*** Opening of Source records ***

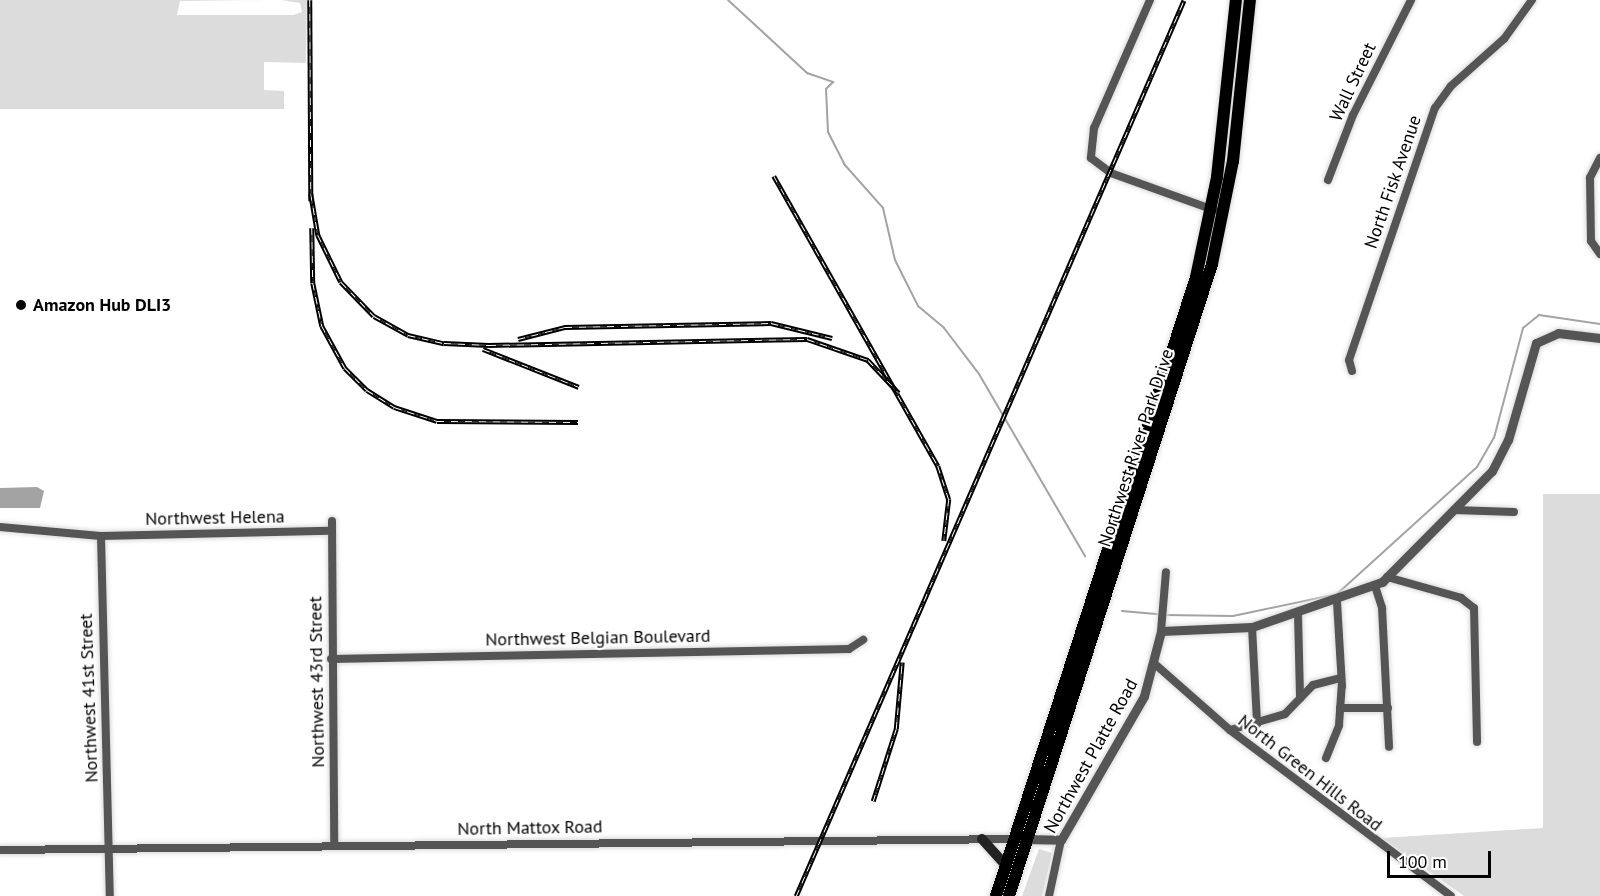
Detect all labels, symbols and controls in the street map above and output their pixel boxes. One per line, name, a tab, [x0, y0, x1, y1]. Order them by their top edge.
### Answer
street label: Wall Street	[1325, 39, 1381, 125]
street label: North Fisk Avenue	[1360, 112, 1426, 252]
place label: Amazon Hub DLI3	[33, 294, 171, 316]
marker: Amazon Hub DLI3	[14, 298, 28, 312]
street label: Northwest River Park Drive	[1094, 346, 1178, 550]
street label: Northwest Helena	[145, 506, 285, 530]
street label: Northwest 43rd Street	[305, 596, 329, 768]
street label: Northwest 41st Street	[75, 613, 103, 783]
street label: Northwest Belgian Boulevard	[485, 625, 711, 651]
street label: Northwest Platte Road	[1040, 675, 1142, 837]
street label: North Green Hills Road	[1234, 710, 1386, 836]
street label: North Mattox Road	[457, 816, 603, 840]
scale bar	[1390, 839, 1494, 877]
text: 100 m	[1398, 850, 1447, 873]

*** Close of Source records ***

* [Problem statement]:
Leave out the pictures, and give all the records again exactly.

* [Answer section]:
Detect all labels, symbols and controls in the street map above and output their pixel boxes. One per line, name, a tab, [x0, y0, x1, y1]. Order them by their top edge.
### Answer
street label: Wall Street	[1325, 39, 1381, 125]
street label: North Fisk Avenue	[1360, 112, 1426, 252]
place label: Amazon Hub DLI3	[33, 294, 171, 316]
marker: Amazon Hub DLI3	[14, 298, 28, 312]
street label: Northwest River Park Drive	[1094, 346, 1178, 550]
street label: Northwest Helena	[145, 506, 285, 530]
street label: Northwest 43rd Street	[305, 596, 329, 768]
street label: Northwest 41st Street	[75, 613, 103, 783]
street label: Northwest Belgian Boulevard	[485, 625, 711, 651]
street label: Northwest Platte Road	[1040, 675, 1142, 837]
street label: North Green Hills Road	[1234, 710, 1386, 836]
street label: North Mattox Road	[457, 816, 603, 840]
scale bar	[1390, 839, 1494, 877]
text: 100 m	[1398, 850, 1447, 873]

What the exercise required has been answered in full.